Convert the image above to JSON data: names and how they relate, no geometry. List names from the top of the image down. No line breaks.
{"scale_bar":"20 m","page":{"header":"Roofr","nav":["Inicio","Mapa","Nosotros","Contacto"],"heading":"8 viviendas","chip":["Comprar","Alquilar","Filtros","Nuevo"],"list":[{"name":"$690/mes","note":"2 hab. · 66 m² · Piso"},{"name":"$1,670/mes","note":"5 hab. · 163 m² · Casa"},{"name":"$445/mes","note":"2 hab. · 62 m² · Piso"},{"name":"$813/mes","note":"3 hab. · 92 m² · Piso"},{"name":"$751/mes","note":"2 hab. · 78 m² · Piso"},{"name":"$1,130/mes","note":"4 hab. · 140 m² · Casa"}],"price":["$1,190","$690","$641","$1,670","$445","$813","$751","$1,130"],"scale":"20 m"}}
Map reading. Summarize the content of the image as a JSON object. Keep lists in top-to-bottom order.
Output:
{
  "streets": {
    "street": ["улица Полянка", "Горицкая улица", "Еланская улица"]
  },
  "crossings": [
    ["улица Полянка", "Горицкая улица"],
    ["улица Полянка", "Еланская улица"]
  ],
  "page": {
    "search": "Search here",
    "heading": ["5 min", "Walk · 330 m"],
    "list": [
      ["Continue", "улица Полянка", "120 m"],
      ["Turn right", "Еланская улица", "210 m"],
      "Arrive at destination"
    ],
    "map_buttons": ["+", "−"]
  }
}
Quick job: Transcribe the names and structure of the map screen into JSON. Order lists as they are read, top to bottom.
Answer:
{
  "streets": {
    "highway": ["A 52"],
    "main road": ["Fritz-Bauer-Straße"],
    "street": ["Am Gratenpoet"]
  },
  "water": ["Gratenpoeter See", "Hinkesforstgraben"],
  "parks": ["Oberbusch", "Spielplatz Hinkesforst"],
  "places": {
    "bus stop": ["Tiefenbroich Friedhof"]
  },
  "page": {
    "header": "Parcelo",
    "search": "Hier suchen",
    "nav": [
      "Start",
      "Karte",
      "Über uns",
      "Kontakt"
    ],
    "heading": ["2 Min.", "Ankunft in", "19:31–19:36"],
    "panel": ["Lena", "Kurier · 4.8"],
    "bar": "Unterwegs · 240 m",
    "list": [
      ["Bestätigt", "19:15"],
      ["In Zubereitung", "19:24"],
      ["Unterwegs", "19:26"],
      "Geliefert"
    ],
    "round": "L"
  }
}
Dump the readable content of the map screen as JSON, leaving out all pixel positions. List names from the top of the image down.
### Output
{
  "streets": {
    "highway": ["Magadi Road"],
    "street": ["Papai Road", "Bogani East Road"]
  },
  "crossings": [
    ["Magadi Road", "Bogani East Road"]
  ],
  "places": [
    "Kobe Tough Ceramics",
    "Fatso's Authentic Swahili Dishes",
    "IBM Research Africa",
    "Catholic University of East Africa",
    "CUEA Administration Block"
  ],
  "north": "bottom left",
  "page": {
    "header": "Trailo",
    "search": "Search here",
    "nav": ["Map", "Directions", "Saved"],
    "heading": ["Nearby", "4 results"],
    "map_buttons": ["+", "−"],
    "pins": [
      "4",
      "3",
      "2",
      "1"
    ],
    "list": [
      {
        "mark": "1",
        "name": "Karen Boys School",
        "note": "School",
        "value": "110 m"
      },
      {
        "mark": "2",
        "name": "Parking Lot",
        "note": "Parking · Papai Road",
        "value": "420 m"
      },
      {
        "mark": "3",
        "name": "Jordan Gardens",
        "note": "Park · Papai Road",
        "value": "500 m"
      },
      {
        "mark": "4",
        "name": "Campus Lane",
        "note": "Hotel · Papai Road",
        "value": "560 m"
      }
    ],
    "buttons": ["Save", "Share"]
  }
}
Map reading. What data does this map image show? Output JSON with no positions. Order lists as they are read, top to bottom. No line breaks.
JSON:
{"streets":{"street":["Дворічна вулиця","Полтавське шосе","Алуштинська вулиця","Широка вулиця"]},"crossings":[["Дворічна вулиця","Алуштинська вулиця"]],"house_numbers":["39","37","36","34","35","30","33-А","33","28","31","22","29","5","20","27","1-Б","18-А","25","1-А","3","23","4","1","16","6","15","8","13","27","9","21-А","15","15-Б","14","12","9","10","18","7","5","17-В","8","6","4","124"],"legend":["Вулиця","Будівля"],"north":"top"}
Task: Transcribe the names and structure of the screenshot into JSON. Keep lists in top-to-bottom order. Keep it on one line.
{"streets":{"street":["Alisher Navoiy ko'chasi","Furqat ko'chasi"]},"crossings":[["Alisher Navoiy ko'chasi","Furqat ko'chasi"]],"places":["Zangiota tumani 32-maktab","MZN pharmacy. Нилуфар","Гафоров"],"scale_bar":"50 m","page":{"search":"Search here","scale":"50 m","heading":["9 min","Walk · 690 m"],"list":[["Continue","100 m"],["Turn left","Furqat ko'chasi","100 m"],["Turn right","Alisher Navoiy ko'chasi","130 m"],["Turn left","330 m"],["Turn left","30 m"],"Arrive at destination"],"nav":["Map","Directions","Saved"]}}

* _Work required_
Reproduce each record exactly as it appears.

* _Completed task_
Convert the image above to JSON data: names and how they relate, no geometry. List names from the top of the image down. No line breaks.
{"scale_bar":"20 m","page":{"header":"Roofr","nav":["Inicio","Mapa","Nosotros","Contacto"],"heading":"8 viviendas","chip":["Comprar","Alquilar","Filtros","Nuevo"],"list":[{"name":"$690/mes","note":"2 hab. · 66 m² · Piso"},{"name":"$1,670/mes","note":"5 hab. · 163 m² · Casa"},{"name":"$445/mes","note":"2 hab. · 62 m² · Piso"},{"name":"$813/mes","note":"3 hab. · 92 m² · Piso"},{"name":"$751/mes","note":"2 hab. · 78 m² · Piso"},{"name":"$1,130/mes","note":"4 hab. · 140 m² · Casa"}],"price":["$1,190","$690","$641","$1,670","$445","$813","$751","$1,130"],"scale":"20 m"}}
Map reading. Summarize the content of the image as a JSON object. Keep lists in top-to-bottom order.
Output:
{
  "streets": {
    "street": ["улица Полянка", "Горицкая улица", "Еланская улица"]
  },
  "crossings": [
    ["улица Полянка", "Горицкая улица"],
    ["улица Полянка", "Еланская улица"]
  ],
  "page": {
    "search": "Search here",
    "heading": ["5 min", "Walk · 330 m"],
    "list": [
      ["Continue", "улица Полянка", "120 m"],
      ["Turn right", "Еланская улица", "210 m"],
      "Arrive at destination"
    ],
    "map_buttons": ["+", "−"]
  }
}
Quick job: Transcribe the names and structure of the map screen into JSON. Order lists as they are read, top to bottom.
Answer:
{
  "streets": {
    "highway": ["A 52"],
    "main road": ["Fritz-Bauer-Straße"],
    "street": ["Am Gratenpoet"]
  },
  "water": ["Gratenpoeter See", "Hinkesforstgraben"],
  "parks": ["Oberbusch", "Spielplatz Hinkesforst"],
  "places": {
    "bus stop": ["Tiefenbroich Friedhof"]
  },
  "page": {
    "header": "Parcelo",
    "search": "Hier suchen",
    "nav": [
      "Start",
      "Karte",
      "Über uns",
      "Kontakt"
    ],
    "heading": ["2 Min.", "Ankunft in", "19:31–19:36"],
    "panel": ["Lena", "Kurier · 4.8"],
    "bar": "Unterwegs · 240 m",
    "list": [
      ["Bestätigt", "19:15"],
      ["In Zubereitung", "19:24"],
      ["Unterwegs", "19:26"],
      "Geliefert"
    ],
    "round": "L"
  }
}
Dump the readable content of the map screen as JSON, leaving out all pixel positions. List names from the top of the image down.
### Output
{
  "streets": {
    "highway": ["Magadi Road"],
    "street": ["Papai Road", "Bogani East Road"]
  },
  "crossings": [
    ["Magadi Road", "Bogani East Road"]
  ],
  "places": [
    "Kobe Tough Ceramics",
    "Fatso's Authentic Swahili Dishes",
    "IBM Research Africa",
    "Catholic University of East Africa",
    "CUEA Administration Block"
  ],
  "north": "bottom left",
  "page": {
    "header": "Trailo",
    "search": "Search here",
    "nav": ["Map", "Directions", "Saved"],
    "heading": ["Nearby", "4 results"],
    "map_buttons": ["+", "−"],
    "pins": [
      "4",
      "3",
      "2",
      "1"
    ],
    "list": [
      {
        "mark": "1",
        "name": "Karen Boys School",
        "note": "School",
        "value": "110 m"
      },
      {
        "mark": "2",
        "name": "Parking Lot",
        "note": "Parking · Papai Road",
        "value": "420 m"
      },
      {
        "mark": "3",
        "name": "Jordan Gardens",
        "note": "Park · Papai Road",
        "value": "500 m"
      },
      {
        "mark": "4",
        "name": "Campus Lane",
        "note": "Hotel · Papai Road",
        "value": "560 m"
      }
    ],
    "buttons": ["Save", "Share"]
  }
}
Map reading. What data does this map image show? Output JSON with no positions. Order lists as they are read, top to bottom. No line breaks.
JSON:
{"streets":{"street":["Дворічна вулиця","Полтавське шосе","Алуштинська вулиця","Широка вулиця"]},"crossings":[["Дворічна вулиця","Алуштинська вулиця"]],"house_numbers":["39","37","36","34","35","30","33-А","33","28","31","22","29","5","20","27","1-Б","18-А","25","1-А","3","23","4","1","16","6","15","8","13","27","9","21-А","15","15-Б","14","12","9","10","18","7","5","17-В","8","6","4","124"],"legend":["Вулиця","Будівля"],"north":"top"}
Task: Transcribe the names and structure of the screenshot into JSON. Keep lists in top-to-bottom order. Keep it on one line.
{"streets":{"street":["Alisher Navoiy ko'chasi","Furqat ko'chasi"]},"crossings":[["Alisher Navoiy ko'chasi","Furqat ko'chasi"]],"places":["Zangiota tumani 32-maktab","MZN pharmacy. Нилуфар","Гафоров"],"scale_bar":"50 m","page":{"search":"Search here","scale":"50 m","heading":["9 min","Walk · 690 m"],"list":[["Continue","100 m"],["Turn left","Furqat ko'chasi","100 m"],["Turn right","Alisher Navoiy ko'chasi","130 m"],["Turn left","330 m"],["Turn left","30 m"],"Arrive at destination"],"nav":["Map","Directions","Saved"]}}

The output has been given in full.